But employment growth has not been accompanied by either job or income security. Top managements in the U.S. have sought to deploy all the technological wizardry coming out of Silicon Valley to slice and dice the labor of employees so as to create a “flexible” work regime—displacing the cost of an unpredictable demand for labor from the corporate balance sheet onto the shoulders of the workers who provide the service. Uber, Lyft, and the other app-based employment platforms have done much to perfect this contingent work regime, with UPS and Hollywood trending in the same direction.
The unions are fighting back. The Teamsters have been energized by a reform slate that swept into office 20 months ago. At UPS this year, the union was clearly prepared to strike in order to dramatically raise the wages of all UPS Teamsters, especially those part-time warehouse employees who constitute more than half the UPS workforce.

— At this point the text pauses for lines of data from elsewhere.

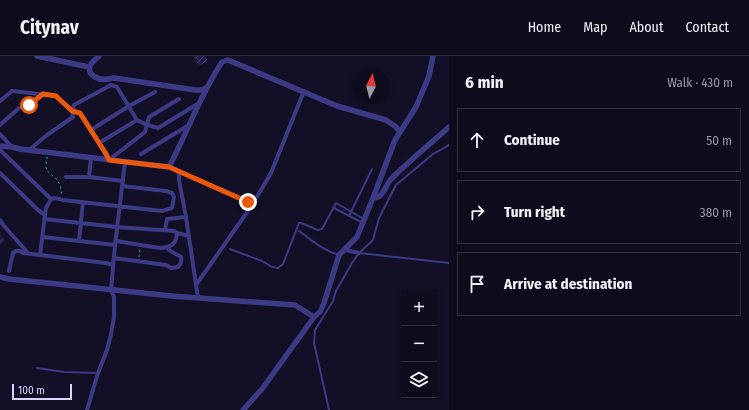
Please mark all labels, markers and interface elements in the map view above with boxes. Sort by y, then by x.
text: Citynav [20,16,79,39]
text: Home [528,19,561,36]
text: Map [583,19,607,36]
text: About [629,19,664,36]
text: Contact [686,19,729,36]
north arrow [353,68,389,104]
text: 6 min [465,72,504,93]
text: Walk · 430 m [667,75,733,90]
route start [20,96,38,114]
icon: ahead [466,129,488,151]
text: Continue [504,131,560,149]
text: 50 m [706,133,732,148]
route end [239,193,257,211]
icon: right [466,201,488,223]
text: Turn right [504,203,565,221]
text: 380 m [700,205,732,220]
icon: arrive [466,273,488,295]
text: Arrive at destination [504,275,632,293]
map controls [401,290,437,398]
button: + [401,290,437,326]
button: − [401,326,437,362]
button: layers [401,362,437,398]
scale bar [12,382,72,401]
text: 100 m [18,384,45,397]

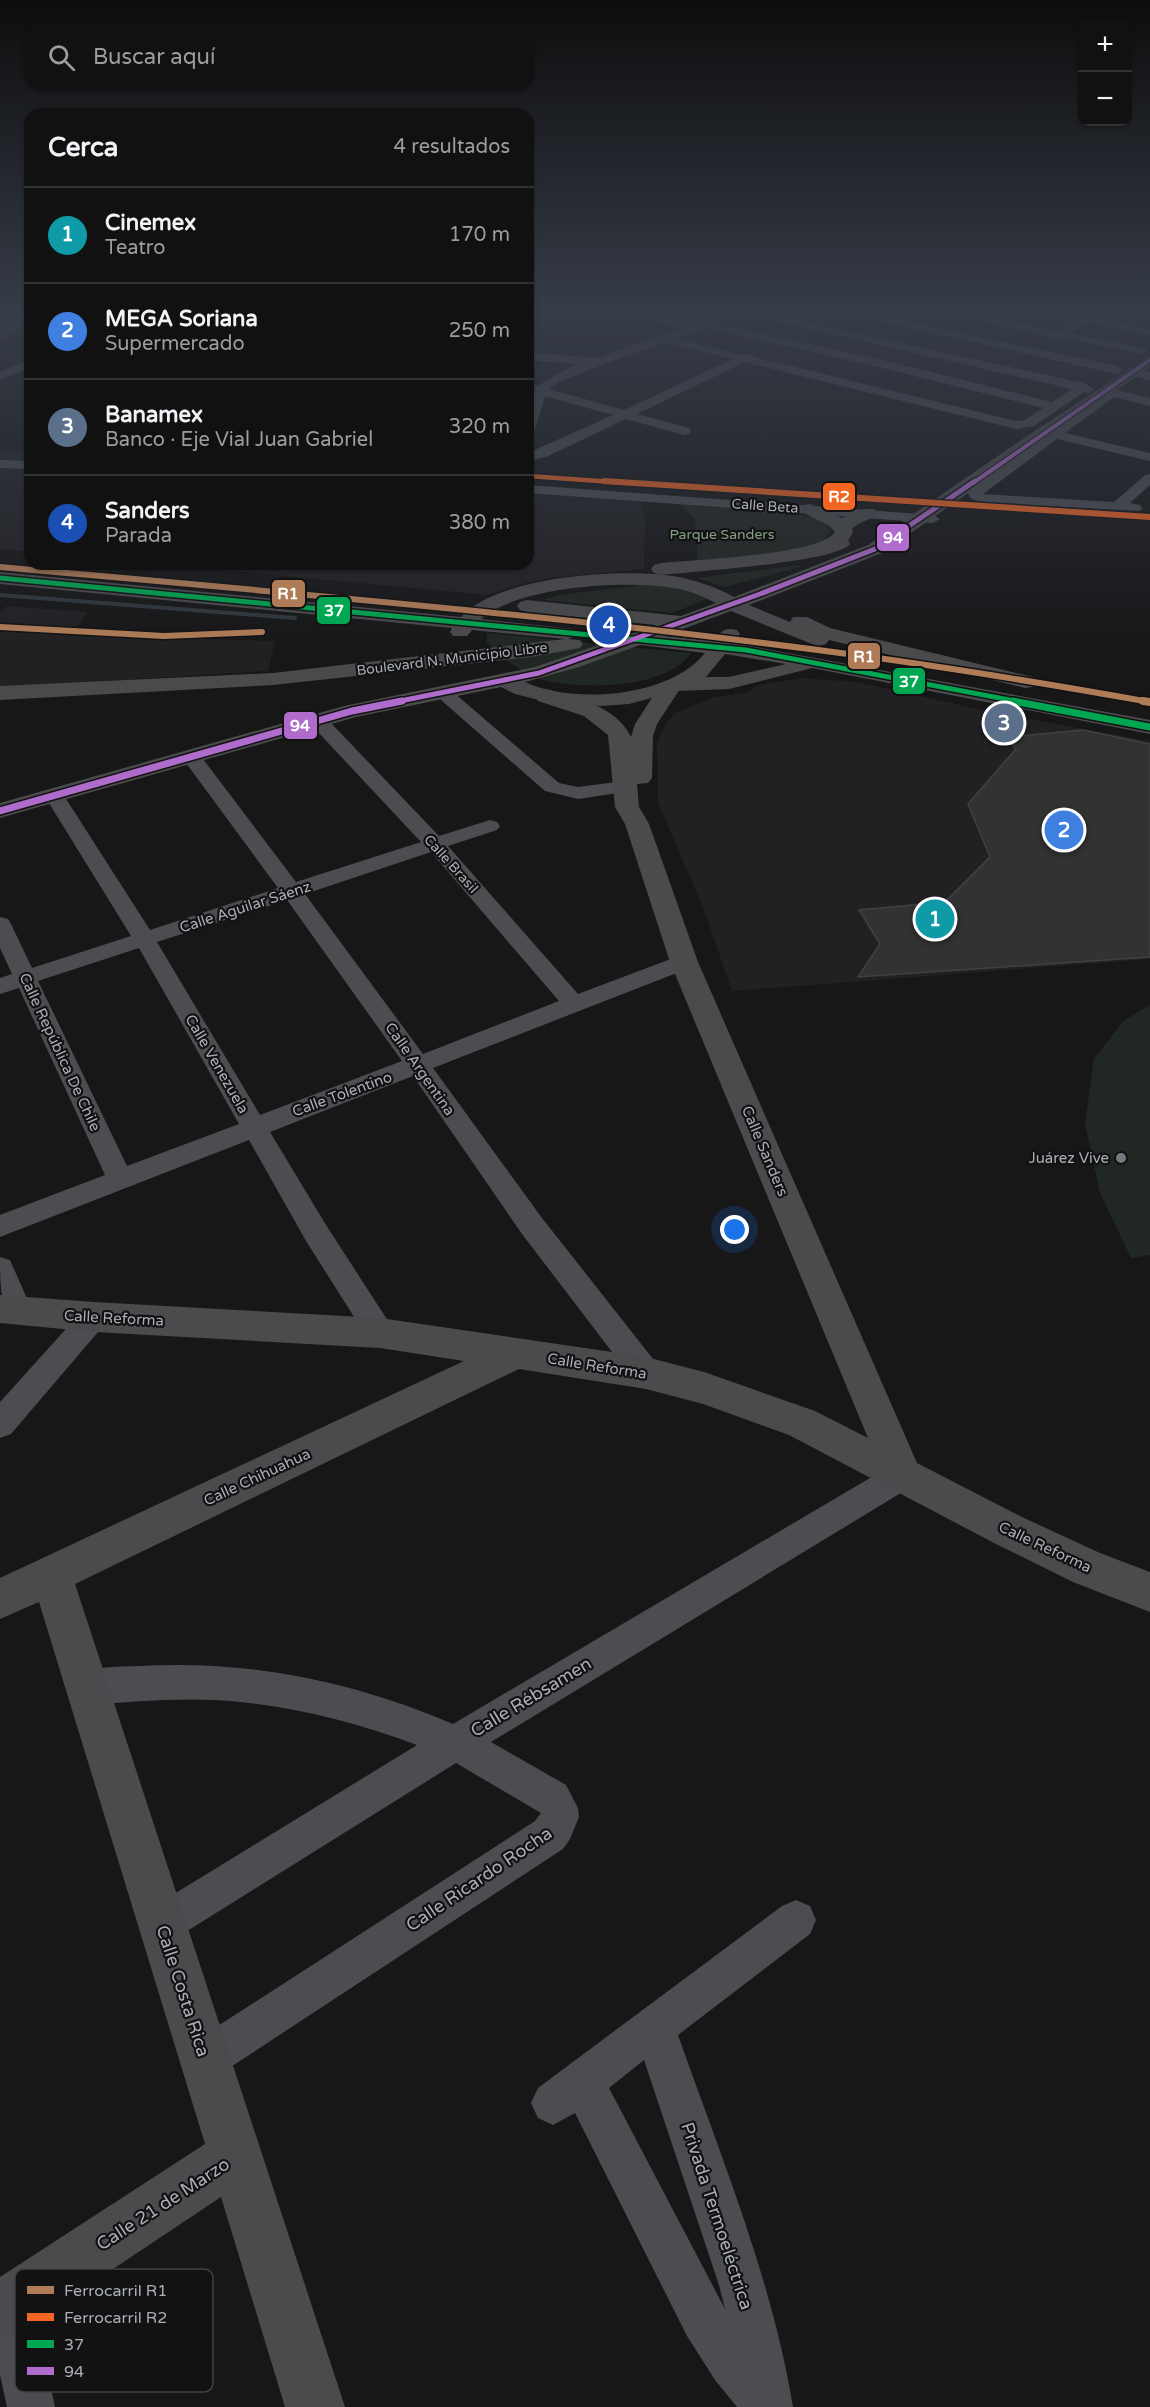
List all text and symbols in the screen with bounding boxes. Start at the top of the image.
map controls [1078,18,1132,126]
button: + [1078,18,1132,72]
search box [24,24,534,90]
icon: search [45,41,78,74]
text: Buscar aquí [93,44,215,70]
button: − [1078,72,1132,126]
text: Cerca [48,132,118,163]
text: 4 resultados [394,135,510,159]
text: Cinemex [105,210,196,236]
text: 1 [61,223,74,247]
text: 170 m [449,223,510,247]
text: Teatro [105,236,165,260]
text: MEGA Soriana [105,306,258,332]
text: 2 [61,319,74,343]
text: 250 m [449,319,510,343]
text: Supermercado [105,332,245,356]
text: Banamex [105,402,203,428]
text: 3 [61,415,74,439]
text: 320 m [449,415,510,439]
text: Banco · Eje Vial Juan Gabriel [105,428,373,452]
line badge: R2 [822,482,856,511]
text: R2 [828,487,850,507]
street label: Calle Beta [731,495,799,517]
text: Sanders [105,498,190,524]
text: 4 [61,511,74,535]
text: 380 m [449,511,510,535]
line badge: 94 [876,523,910,552]
text: Parada [105,524,172,548]
park label: Parque Sanders [670,526,775,543]
text: 94 [883,528,903,548]
line badge: R1 [271,579,306,608]
text: R1 [277,584,299,604]
line badge: 37 [316,596,351,625]
text: 37 [324,601,344,621]
pin: 4 [590,602,628,648]
street label: Boulevard N. Municipio Libre [356,639,548,679]
line badge: R1 [847,642,881,670]
text: R1 [853,647,875,667]
line badge: 37 [892,667,926,695]
text: 37 [899,672,919,692]
pin: 3 [984,700,1024,746]
line badge: 94 [283,711,318,740]
text: 94 [290,716,310,736]
pin: 2 [1044,808,1084,852]
street label: Calle Brasil [420,831,482,897]
street label: Calle Aguilar Sáenz [177,877,313,937]
pin: 1 [916,896,954,942]
street label: Calle República De Chile [15,970,105,1134]
street label: Calle Venezuela [181,1011,253,1117]
street label: Calle Argentina [381,1019,459,1119]
street label: Calle Tolentino [290,1068,394,1120]
street label: Calle Sanders [738,1103,792,1199]
place label: Juárez Vive [1029,1149,1109,1167]
marker: Juárez Vive [1114,1151,1128,1165]
your location [720,1215,749,1244]
street label: Calle Reforma [63,1306,165,1330]
street label: Calle Reforma [546,1349,648,1383]
street label: Calle Chihuahua [201,1444,313,1510]
street label: Calle Reforma [996,1518,1094,1576]
street label: Calle Rébsamen [467,1652,595,1742]
street label: Calle Ricardo Rocha [402,1822,556,1936]
street label: Calle Costa Rica [151,1923,215,2059]
street label: Privada Termoeléctrica [676,2119,758,2313]
street label: Calle 21 de Marzo [92,2153,234,2255]
legend [15,2269,213,2392]
text: Ferrocarril R1 [64,2281,167,2301]
text: Ferrocarril R2 [64,2308,167,2328]
text: 37 [64,2335,84,2355]
text: 94 [64,2362,84,2382]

In a tentative agreement that members will vote on through August 22, these workers won an immediate wage increase of at least $2.75 per hour, with 7,500 of them transitioning to a new set of full-time jobs. The part-timers wanted $25 an hour, and all the current ones will get there through general wage increases amounting to at least $7.50 over the life of the five-year contract. For some workers that amounts to a nearly 50 percent increase in pay. And the tentative agreement contains a lot of other things that will materially improve their lives on the job.
The Teamster victory establishes a new standard that will ripple through the rest of the logistics industry and constitute a powerful argument that employees at Amazon, Walmart, and elsewhere should also organize under the union banner.
Like UPS and Amazon, Hollywood is part of a global supply chain, with 70 percent of its revenue coming from abroad, East Asia in particular. There is more work for actors and writers, but globalization has disrupted the old order. Today, many Hollywood blockbusters are designed with a non-English-speaking audience in mind; there are plenty of heavy action sequences, with the dialogue simplified for easy dubbing and subtitling.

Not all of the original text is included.